EXERCISE REQUIREMENTS: If an entry below contains an image, drop the image and retype the rest exactly.

SUPPLIED ENTRIES:
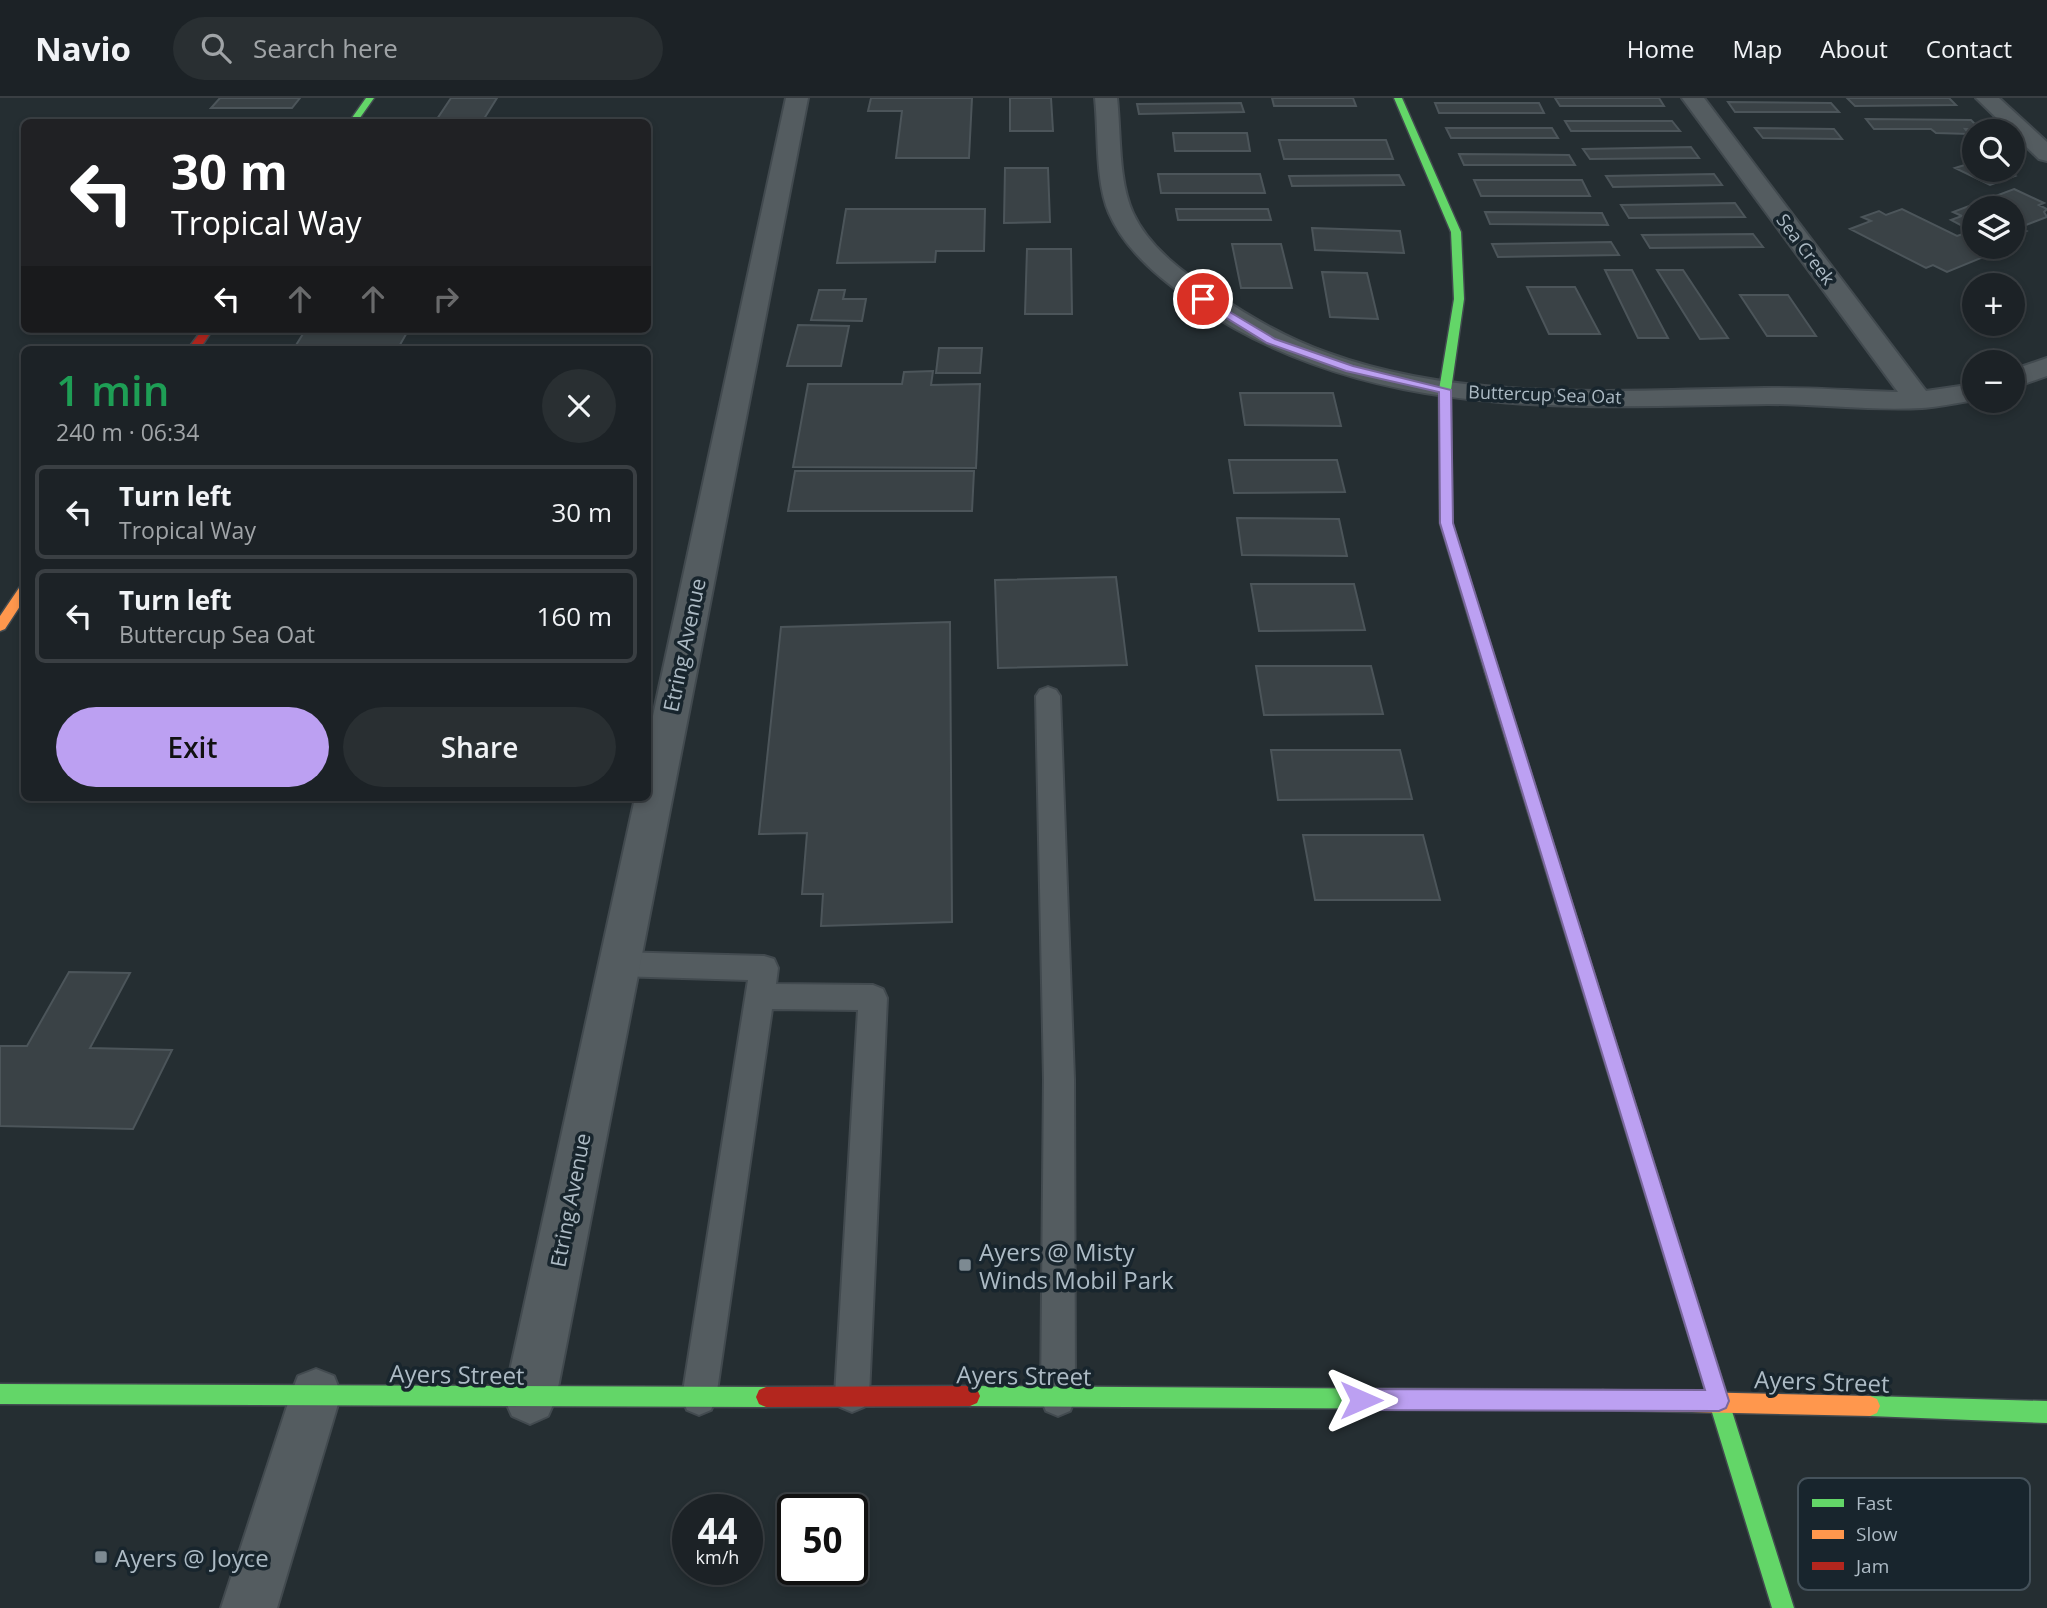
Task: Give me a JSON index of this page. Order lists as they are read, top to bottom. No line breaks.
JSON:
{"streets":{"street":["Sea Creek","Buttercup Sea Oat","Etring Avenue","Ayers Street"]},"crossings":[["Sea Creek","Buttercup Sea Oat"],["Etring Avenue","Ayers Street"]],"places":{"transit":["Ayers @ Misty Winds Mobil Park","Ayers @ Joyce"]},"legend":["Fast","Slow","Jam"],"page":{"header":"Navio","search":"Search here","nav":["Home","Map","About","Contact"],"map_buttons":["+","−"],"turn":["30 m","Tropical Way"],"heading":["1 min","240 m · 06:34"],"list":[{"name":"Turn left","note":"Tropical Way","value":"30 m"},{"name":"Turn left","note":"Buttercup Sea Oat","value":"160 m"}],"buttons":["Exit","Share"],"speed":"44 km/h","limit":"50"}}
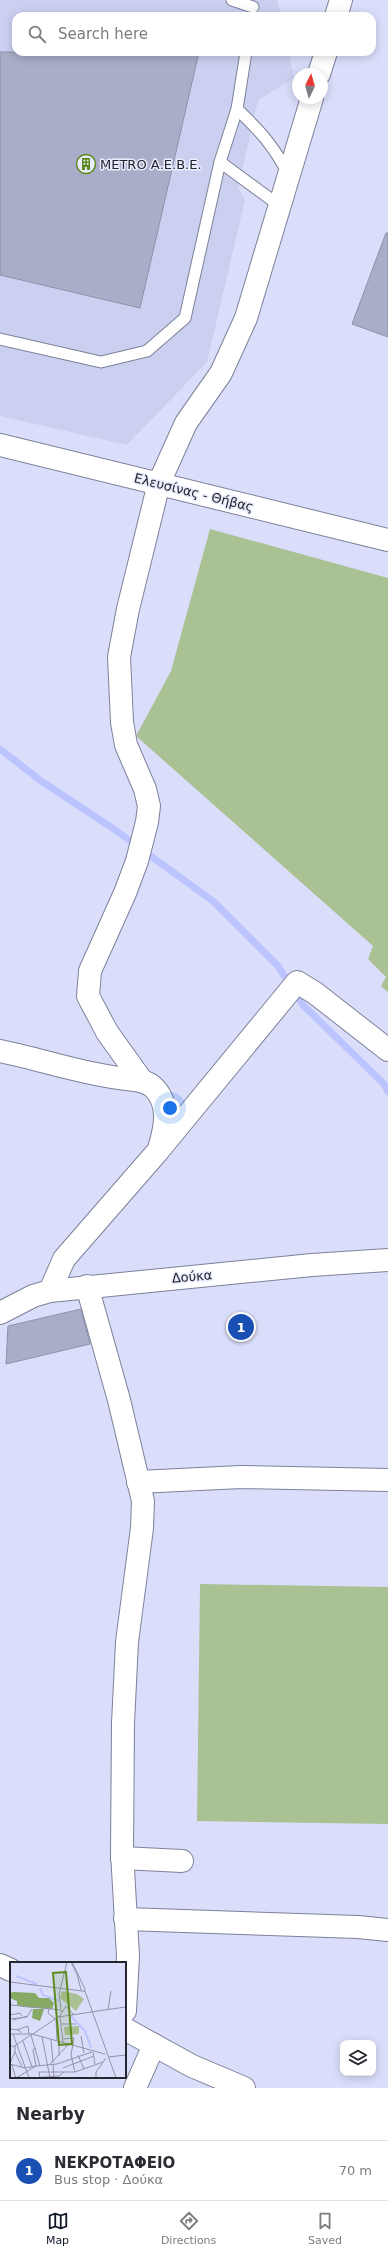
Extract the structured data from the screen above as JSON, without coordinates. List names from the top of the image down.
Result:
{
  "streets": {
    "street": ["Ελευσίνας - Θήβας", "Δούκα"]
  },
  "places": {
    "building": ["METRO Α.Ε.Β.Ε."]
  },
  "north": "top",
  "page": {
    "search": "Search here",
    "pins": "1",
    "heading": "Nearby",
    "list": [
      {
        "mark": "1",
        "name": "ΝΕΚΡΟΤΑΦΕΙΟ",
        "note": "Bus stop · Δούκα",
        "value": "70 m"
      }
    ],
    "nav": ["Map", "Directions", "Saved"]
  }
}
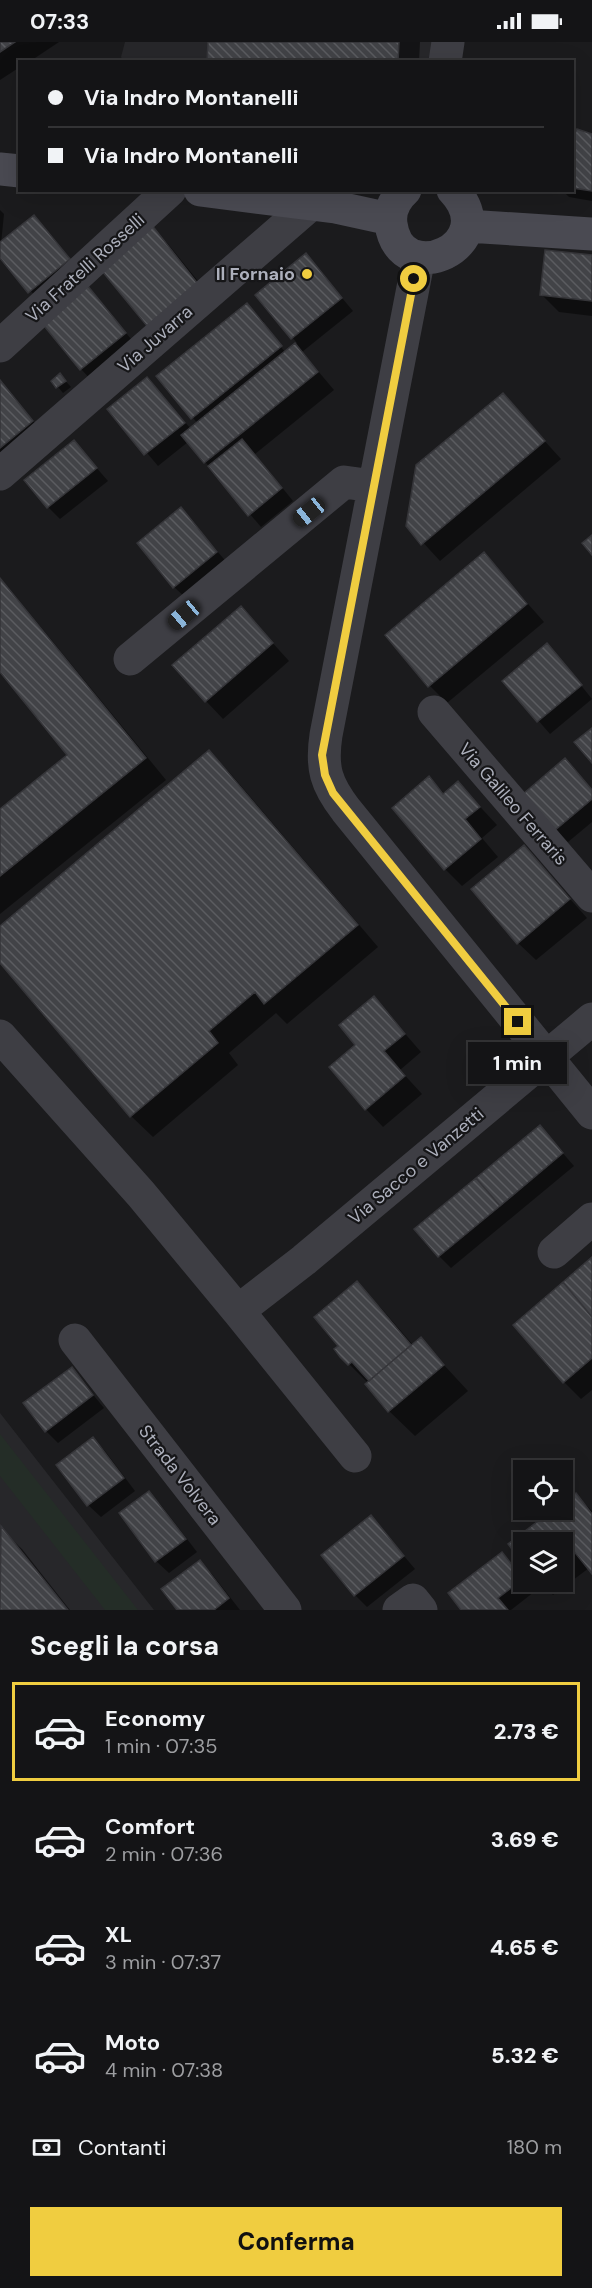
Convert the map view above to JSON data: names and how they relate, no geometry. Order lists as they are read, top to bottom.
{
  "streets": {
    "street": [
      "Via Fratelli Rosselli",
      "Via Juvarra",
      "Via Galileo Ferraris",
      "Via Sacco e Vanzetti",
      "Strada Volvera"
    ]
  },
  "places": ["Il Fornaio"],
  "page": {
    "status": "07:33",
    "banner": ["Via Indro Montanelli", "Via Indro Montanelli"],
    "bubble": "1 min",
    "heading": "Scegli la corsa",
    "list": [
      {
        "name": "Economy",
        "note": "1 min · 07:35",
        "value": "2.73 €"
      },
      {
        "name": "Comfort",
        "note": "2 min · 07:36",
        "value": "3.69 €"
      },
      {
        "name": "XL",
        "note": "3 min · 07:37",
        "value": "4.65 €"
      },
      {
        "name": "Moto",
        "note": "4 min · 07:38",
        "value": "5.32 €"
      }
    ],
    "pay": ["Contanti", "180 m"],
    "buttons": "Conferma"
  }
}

ANSWER TO THIS PROBLEM:
Task: Give me a JSON index of this page. Order lists as they are read, top to bottom. No line breaks.
JSON:
{"streets":{"street":["Sea Creek","Buttercup Sea Oat","Etring Avenue","Ayers Street"]},"crossings":[["Sea Creek","Buttercup Sea Oat"],["Etring Avenue","Ayers Street"]],"places":{"transit":["Ayers @ Misty Winds Mobil Park","Ayers @ Joyce"]},"legend":["Fast","Slow","Jam"],"page":{"header":"Navio","search":"Search here","nav":["Home","Map","About","Contact"],"map_buttons":["+","−"],"turn":["30 m","Tropical Way"],"heading":["1 min","240 m · 06:34"],"list":[{"name":"Turn left","note":"Tropical Way","value":"30 m"},{"name":"Turn left","note":"Buttercup Sea Oat","value":"160 m"}],"buttons":["Exit","Share"],"speed":"44 km/h","limit":"50"}}
Extract the structured data from the screen above as JSON, without coordinates. List names from the top of the image down.
Result:
{
  "streets": {
    "street": ["Ελευσίνας - Θήβας", "Δούκα"]
  },
  "places": {
    "building": ["METRO Α.Ε.Β.Ε."]
  },
  "north": "top",
  "page": {
    "search": "Search here",
    "pins": "1",
    "heading": "Nearby",
    "list": [
      {
        "mark": "1",
        "name": "ΝΕΚΡΟΤΑΦΕΙΟ",
        "note": "Bus stop · Δούκα",
        "value": "70 m"
      }
    ],
    "nav": ["Map", "Directions", "Saved"]
  }
}
Convert the map view above to JSON data: names and how they relate, no geometry. Order lists as they are read, top to bottom.
{
  "streets": {
    "street": [
      "Via Fratelli Rosselli",
      "Via Juvarra",
      "Via Galileo Ferraris",
      "Via Sacco e Vanzetti",
      "Strada Volvera"
    ]
  },
  "places": ["Il Fornaio"],
  "page": {
    "status": "07:33",
    "banner": ["Via Indro Montanelli", "Via Indro Montanelli"],
    "bubble": "1 min",
    "heading": "Scegli la corsa",
    "list": [
      {
        "name": "Economy",
        "note": "1 min · 07:35",
        "value": "2.73 €"
      },
      {
        "name": "Comfort",
        "note": "2 min · 07:36",
        "value": "3.69 €"
      },
      {
        "name": "XL",
        "note": "3 min · 07:37",
        "value": "4.65 €"
      },
      {
        "name": "Moto",
        "note": "4 min · 07:38",
        "value": "5.32 €"
      }
    ],
    "pay": ["Contanti", "180 m"],
    "buttons": "Conferma"
  }
}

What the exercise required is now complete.